**RECORDS TO PROCESS**
****
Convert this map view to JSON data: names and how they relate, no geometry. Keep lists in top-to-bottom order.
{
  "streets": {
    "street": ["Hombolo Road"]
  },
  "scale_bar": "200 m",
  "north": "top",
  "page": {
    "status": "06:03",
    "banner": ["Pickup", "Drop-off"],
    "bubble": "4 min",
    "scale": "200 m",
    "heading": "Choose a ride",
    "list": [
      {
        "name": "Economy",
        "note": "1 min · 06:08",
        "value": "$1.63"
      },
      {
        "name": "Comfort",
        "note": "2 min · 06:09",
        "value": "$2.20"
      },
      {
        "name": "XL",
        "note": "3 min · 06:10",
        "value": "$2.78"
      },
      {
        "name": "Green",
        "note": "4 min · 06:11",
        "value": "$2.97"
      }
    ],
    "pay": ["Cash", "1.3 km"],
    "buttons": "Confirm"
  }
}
****
**WHAT NEEDS TO BE DONE**
Write out every entry again exactly, please, with nothing missing.

**OUTPUT OF THE TASK**
Convert this map view to JSON data: names and how they relate, no geometry. Keep lists in top-to-bottom order.
{
  "streets": {
    "street": ["Hombolo Road"]
  },
  "scale_bar": "200 m",
  "north": "top",
  "page": {
    "status": "06:03",
    "banner": ["Pickup", "Drop-off"],
    "bubble": "4 min",
    "scale": "200 m",
    "heading": "Choose a ride",
    "list": [
      {
        "name": "Economy",
        "note": "1 min · 06:08",
        "value": "$1.63"
      },
      {
        "name": "Comfort",
        "note": "2 min · 06:09",
        "value": "$2.20"
      },
      {
        "name": "XL",
        "note": "3 min · 06:10",
        "value": "$2.78"
      },
      {
        "name": "Green",
        "note": "4 min · 06:11",
        "value": "$2.97"
      }
    ],
    "pay": ["Cash", "1.3 km"],
    "buttons": "Confirm"
  }
}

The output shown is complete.